> [GIVEN ENTRIES]
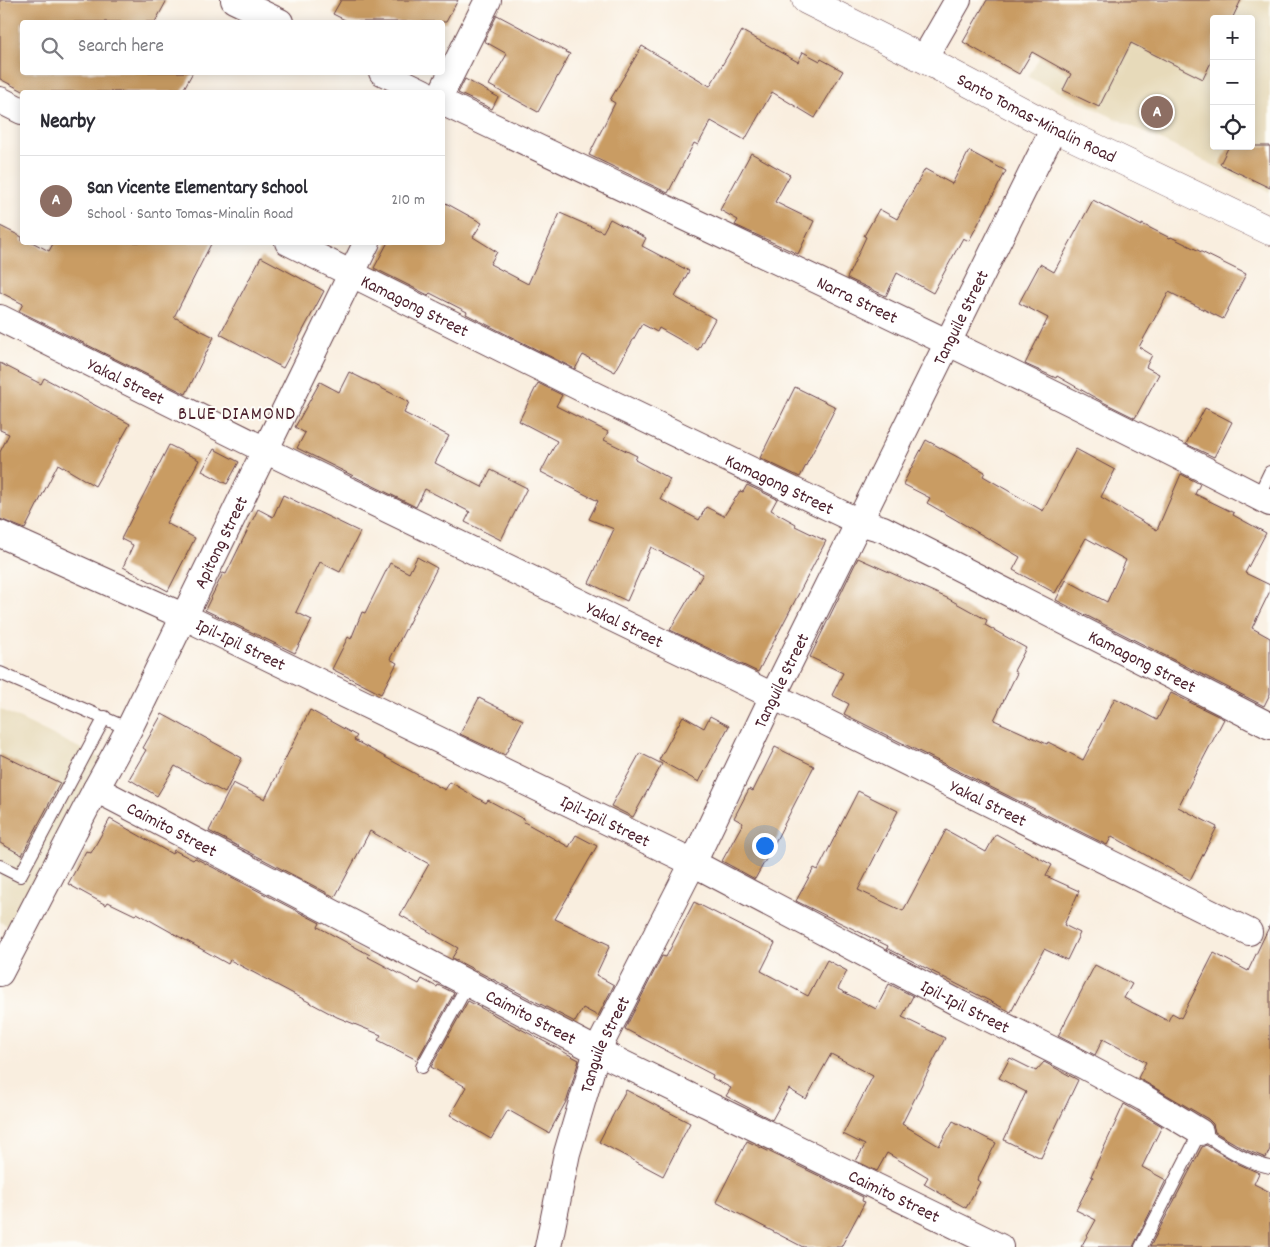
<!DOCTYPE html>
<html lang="en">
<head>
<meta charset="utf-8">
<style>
	:root { --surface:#fff; --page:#f7f7f7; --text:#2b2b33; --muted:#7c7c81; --line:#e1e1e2; --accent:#d1495b }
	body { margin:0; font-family:Dekko,sans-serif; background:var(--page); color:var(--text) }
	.controls { position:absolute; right:15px; top:15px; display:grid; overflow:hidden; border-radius:5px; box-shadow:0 2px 12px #0003 }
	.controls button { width:45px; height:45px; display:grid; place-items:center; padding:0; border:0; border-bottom:1px solid var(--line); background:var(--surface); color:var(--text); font:25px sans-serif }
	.you { position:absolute; left:764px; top:845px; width:18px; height:18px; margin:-12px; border:4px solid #fff; border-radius:50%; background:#1a73e8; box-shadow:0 0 0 8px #1a73e833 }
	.badge { display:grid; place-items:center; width:32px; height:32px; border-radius:50%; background:var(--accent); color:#fff; font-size:16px; font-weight:700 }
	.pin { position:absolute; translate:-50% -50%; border:2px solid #fff; box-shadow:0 1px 5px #0006 }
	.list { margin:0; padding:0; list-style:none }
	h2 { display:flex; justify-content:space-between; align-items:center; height:65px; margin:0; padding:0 20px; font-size:21px }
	h2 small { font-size:16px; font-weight:400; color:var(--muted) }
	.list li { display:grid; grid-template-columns:32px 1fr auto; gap:15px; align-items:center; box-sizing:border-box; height:90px; padding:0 20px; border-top:1px solid var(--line) }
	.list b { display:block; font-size:19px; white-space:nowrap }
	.list p { margin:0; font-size:16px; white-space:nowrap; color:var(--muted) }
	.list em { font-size:16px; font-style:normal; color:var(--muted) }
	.icon { flex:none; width:28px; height:28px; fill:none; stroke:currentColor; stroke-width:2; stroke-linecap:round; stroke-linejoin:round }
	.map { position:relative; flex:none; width:1270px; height:1247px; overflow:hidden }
	.search { position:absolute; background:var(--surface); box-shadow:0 2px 12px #0003; left:20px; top:20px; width:425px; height:55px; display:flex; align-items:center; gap:12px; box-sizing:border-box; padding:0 18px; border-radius:5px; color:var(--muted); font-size:19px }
	.panel { position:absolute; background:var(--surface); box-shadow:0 2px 12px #0003; left:20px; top:90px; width:425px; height:155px; border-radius:5px }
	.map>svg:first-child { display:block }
	.built { fill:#e7daba; fill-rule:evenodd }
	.building { fill:#c99c63 }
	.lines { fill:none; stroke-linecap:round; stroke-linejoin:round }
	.service-casing { stroke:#643e46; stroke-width:14 }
	.minor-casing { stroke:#643e46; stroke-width:28 }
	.secondary-casing { stroke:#643e46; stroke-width:29 }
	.service { stroke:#fff; stroke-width:12 }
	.minor { stroke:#fff; stroke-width:26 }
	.secondary { stroke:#fff; stroke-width:28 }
	.labels { text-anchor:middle; stroke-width:4; stroke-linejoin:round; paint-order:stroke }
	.street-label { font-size:18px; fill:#4a1f2b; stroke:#fdfcf7 }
	.neighbourhood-label { font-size:19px; letter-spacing:1px; fill:#4a1f2b; stroke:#fdfcf7 }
</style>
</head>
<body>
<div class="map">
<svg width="1270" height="1247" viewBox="0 0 1270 1247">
	<rect width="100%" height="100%" fill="#fdfcf7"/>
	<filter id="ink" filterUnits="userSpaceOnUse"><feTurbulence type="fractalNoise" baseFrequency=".02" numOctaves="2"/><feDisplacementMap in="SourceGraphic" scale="10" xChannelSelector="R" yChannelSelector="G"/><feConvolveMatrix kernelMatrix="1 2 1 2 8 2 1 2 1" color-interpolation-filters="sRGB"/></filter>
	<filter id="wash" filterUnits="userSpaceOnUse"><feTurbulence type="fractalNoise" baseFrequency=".0096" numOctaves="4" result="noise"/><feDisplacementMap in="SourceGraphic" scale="20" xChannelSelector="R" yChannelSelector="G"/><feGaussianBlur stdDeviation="1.12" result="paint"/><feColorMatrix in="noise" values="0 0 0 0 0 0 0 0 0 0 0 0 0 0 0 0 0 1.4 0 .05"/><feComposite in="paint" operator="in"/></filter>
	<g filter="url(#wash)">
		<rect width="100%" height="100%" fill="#f9eedf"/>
		<path class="built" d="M1072,0H1270V192L1028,77ZM1214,19H1251V146H1214Z
			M0,709L100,758L15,930L0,922Z"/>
		<g id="blocks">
			<path class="building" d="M0,0H167L155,22H22V72H193L182,92H25L0,79Z
				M341,0H458L446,22H349L333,14Z
				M987,0H1241L1232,19H1214V56L1203,79L1131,43L1099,107L1063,90L1071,74L1032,52L1019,74L963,42Z
				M497,15L570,54L538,112L489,85L507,54L484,41Z
				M742,31L798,62L803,52L820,61L821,59L843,71L815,118L772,92L745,140L711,121L698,145L694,143L668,193L589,155L615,103L610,100L642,46L710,86Z
				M465,79L498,97L492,109L458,93Z
				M1229,146H1270V188L1220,164Z
				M969,151L1006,171L969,241L963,238L933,293L897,273L886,296L847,278L866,237L864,236L879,209L897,219L925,169L952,184Z
				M751,153L790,175L775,202L814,221L798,254L735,225L738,220L720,210Z
				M1093,200L1142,226V224L1170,238L1171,237L1246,274L1223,319L1169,292L1139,347L1152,355L1146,367L1159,374L1135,418L1101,401L1057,376L1056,378L1025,364L1048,318L1019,303L1040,264L1054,272Z
				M442,201L482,223L473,237L497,252L490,264L528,284L560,213L603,232L610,219L646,238L642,246L689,271L675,297L715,319L698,350L659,328L657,332L642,324L615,372L583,355L575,369L466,314L467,312L430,293L428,295L374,268L388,242H442Z
				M0,226L22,237V242H32L49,251L54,242H212L174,317L214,337L186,394L19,311L23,304L0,292Z
				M261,257L324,291L283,368L220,334Z
				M0,363L41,384L44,378L130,424L95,486L58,464L25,529L0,519V452L9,434L0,430Z
				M349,372L409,402L404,413L449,436L435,463L482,487L491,470L527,488L501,540L465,522L470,512L425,489L416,507L297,448L305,433L295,427L320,382L339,392Z
				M538,383L562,395L556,406L608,432L604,440L637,456L635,460L670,479L660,499L699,520L706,507L724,516L740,491L743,492L747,485L777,499L771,510L796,524L795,526L826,541L758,672L670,630L703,574L651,547L627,601L589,583L614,529L589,519L598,501L541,472L557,441L519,421Z
				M795,387L836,407L800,477L760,458Z
				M1205,408L1232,422L1214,457L1186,444Z
				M926,440L985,472L983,476L1043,511L1076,449L1115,470L1101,497L1157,530L1181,474L1200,484L1195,494L1234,513L1233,515L1266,533L1245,573L1270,585V591L1252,628L1270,638V694L1264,706L1056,600L1066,580L1107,602L1126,560L1086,538L1055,593L1013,570L1020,557L927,503L930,498L903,484Z
				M169,445L199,460L166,523L195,538L168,591L123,567L133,545L121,539Z
				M214,449L239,462L227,484L202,471Z
				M283,495L360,532L340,572L320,562L296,612L312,620L295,653L205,610L223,573L226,574L258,509L273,517Z
				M417,557L437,568L390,659L397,663L381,694L332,669L348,637L351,639L362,612L365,613L390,563L409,573Z
				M858,558L947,598L987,620L985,625L1026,648L1014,671L1017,673L994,720L1047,744L1048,742L1083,760L1115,698L1157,720L1171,693L1224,719L1178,807L1217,827L1190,880L1112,836L1107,845L844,714L849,704L832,695L843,673L810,657Z
				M479,698L523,720L505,755L460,734Z
				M310,710L357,736L354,740L445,790L450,782L486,803L488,800L525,820L524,822L569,847L576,835L597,846L555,919L610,945L596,975L614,985L598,1016L583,1008L575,1022L452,958L458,948L400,915L429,864L370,831L335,897L209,831L233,783L265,799Z
				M162,714L242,758L225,793L175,766L157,796L129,779L146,750L143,748Z
				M683,716L704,728L710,716L729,726L699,782L659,760Z
				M775,747L814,766L770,852L755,879L722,861L743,823L734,818L749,789L753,791Z
				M640,753L662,764L633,817L611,806Z
				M0,754L60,783L22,855L0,843Z
				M858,791L898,811L858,890L903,911L946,830L986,852L996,834L1052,865L1046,876L1079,891L1064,925L1080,933L1067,960L1044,949L1011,1012L887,948L888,946L796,901L814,868L818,870Z
				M110,819L172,854L174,850L193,860L195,858L320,923L318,927L370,955L368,957L419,984L422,979L437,987L438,985L454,993L417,1060L378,1040L381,1035L337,1017L230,960L228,964L137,913L135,915L108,902L106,905L68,884L86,851L91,853Z
				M694,902L775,943L761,971L808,996L827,960L847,971L838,989L876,1009L889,984L913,996L902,1017L945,1038L902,1124L939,1146L953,1121L996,1143L977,1180L980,1182L966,1208L924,1184L928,1177L887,1153L877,1171L856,1161L865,1145L843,1134L873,1076L831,1054L806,1099L789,1089L772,1120L726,1096L731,1088L712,1078L713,1075L625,1029L662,956L666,957Z
				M1270,925V1149L1266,1158L1246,1150L1215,1132L1213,1124L1208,1119L1138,1078L1146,1062L1103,1039L1095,1055L1058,1036L1095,965L1132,984L1124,998L1168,1021L1172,1013L1181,1018L1214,953L1248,971Z
				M468,1001L579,1060L567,1100L549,1133L508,1110L491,1139L450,1115L466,1087L431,1067Z
				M1010,1058L1036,1071L1044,1062L1078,1080L1041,1158L1004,1140L1026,1092L999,1078Z
				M626,1090L690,1123L663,1176L599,1142Z
				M1124,1104L1162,1126L1142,1167L1166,1180L1133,1247H1081L1096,1220L1076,1210L1093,1177L1091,1176Z
				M747,1141L863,1197L862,1201L865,1202L841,1247H803L716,1202Z
				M1206,1145L1239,1164L1259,1173L1254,1184L1270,1192V1247H1150L1202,1147Z"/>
		</g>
	</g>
	<g filter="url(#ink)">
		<use href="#blocks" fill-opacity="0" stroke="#643e46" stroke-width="1"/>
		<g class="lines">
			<defs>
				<path id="service" d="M1258,497L1270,472
					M0,673L129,729
					M0,866L20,876L105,717
					M422,1067L468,984
					M1141,1247L1200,1132C1222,1145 1245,1162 1270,1167"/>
				<g id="minor">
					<path d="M234,0L280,22"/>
					<path d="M924,59L958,0"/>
					<path d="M382,72L423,92"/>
					<path d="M442,92L488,0"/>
					<path d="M0,100L22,111"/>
					<path id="s1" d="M442,102C719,235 998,362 1270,503"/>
					<path id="s2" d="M288,242L597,396L859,522L883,529L1270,726"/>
					<path id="s3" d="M0,318L265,450L773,696L1249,932"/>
					<path id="s4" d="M0,534L183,616L693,863L960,1004L1073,1060L1144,1098L1200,1132"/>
					<path id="s5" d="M96,789L597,1051L1000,1247"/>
					<path id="s6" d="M0,973L96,789L129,729L367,242"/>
					<path id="s7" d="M548,1247L567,1153L597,1051L693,863L773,696L1054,128"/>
				</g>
				<g id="secondary">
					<path id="s8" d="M806,0L924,59L1054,128L1270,231"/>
				</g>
			</defs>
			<use href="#service" class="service-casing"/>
			<use href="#minor" class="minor-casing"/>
			<use href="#secondary" class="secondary-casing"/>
			<use href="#service" class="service"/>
			<use href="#minor" class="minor"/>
			<use href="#secondary" class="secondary"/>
		</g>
	</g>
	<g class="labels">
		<g class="street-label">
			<text dy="6" stroke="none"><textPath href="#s8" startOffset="259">Santo Tomas-Minalin Road</textPath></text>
			<text dy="6" stroke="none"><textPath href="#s1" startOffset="460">Narra Street</textPath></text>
			<text dy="6" stroke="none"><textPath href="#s2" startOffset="142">Kamagong Street</textPath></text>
			<text dy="6" stroke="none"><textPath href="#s7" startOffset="1021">Tanguile Street</textPath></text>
			<text dy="6" stroke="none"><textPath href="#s3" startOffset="141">Yakal Street</textPath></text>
			<text dy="6" stroke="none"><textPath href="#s2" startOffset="548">Kamagong Street</textPath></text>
			<text dy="6" stroke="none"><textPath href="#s6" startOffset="484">Apitong Street</textPath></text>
			<text dy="6" stroke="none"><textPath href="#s3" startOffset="696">Yakal Street</textPath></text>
			<text dy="6" stroke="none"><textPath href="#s4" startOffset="265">Ipil-Ipil Street</textPath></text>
			<text dy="6" stroke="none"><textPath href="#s2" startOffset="952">Kamagong Street</textPath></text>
			<text dy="6" stroke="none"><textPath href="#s7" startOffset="616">Tanguile Street</textPath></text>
			<text dy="6" stroke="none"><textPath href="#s3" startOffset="1101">Yakal Street</textPath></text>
			<text dy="6" stroke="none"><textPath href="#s4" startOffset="670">Ipil-Ipil Street</textPath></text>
			<text dy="6" stroke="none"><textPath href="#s5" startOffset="86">Caimito Street</textPath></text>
			<text dy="6" stroke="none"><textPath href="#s4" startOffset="1075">Ipil-Ipil Street</textPath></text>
			<text dy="6" stroke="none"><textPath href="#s5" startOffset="491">Caimito Street</textPath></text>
			<text dy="6" stroke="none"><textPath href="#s7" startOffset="211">Tanguile Street</textPath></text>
			<text dy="6" stroke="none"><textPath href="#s5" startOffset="896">Caimito Street</textPath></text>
		</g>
		<g class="neighbourhood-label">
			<text x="237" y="419">BLUE DIAMOND</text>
		</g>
	</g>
</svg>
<div class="controls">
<button>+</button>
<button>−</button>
<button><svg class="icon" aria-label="locate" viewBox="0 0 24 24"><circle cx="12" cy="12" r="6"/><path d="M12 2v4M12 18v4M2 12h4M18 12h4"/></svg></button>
</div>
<div class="you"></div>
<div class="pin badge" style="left:1157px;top:112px;background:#8d6e63">A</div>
<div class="search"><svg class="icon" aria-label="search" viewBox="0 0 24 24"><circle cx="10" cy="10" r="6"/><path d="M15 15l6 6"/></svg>Search here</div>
<section class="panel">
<h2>Nearby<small></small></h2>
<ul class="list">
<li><span class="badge" style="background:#8d6e63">A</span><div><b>San Vicente Elementary School</b><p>School · Santo Tomas-Minalin Road</p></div><em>210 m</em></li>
</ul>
</section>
</div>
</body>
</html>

> [PROBLEM DETAILS] Nothing but the lines from the beginning of the material above through the line containing "margin:0; font-family:Dekko,sans-serif; background:var(--page);" should appear in the answer, copied exactly and free of pictures.

> [TASK ANSWER]
<!DOCTYPE html>
<html lang="en">
<head>
<meta charset="utf-8">
<style>
	:root { --surface:#fff; --page:#f7f7f7; --text:#2b2b33; --muted:#7c7c81; --line:#e1e1e2; --accent:#d1495b }
	body { margin:0; font-family:Dekko,sans-serif; background:var(--page); color:var(--text) }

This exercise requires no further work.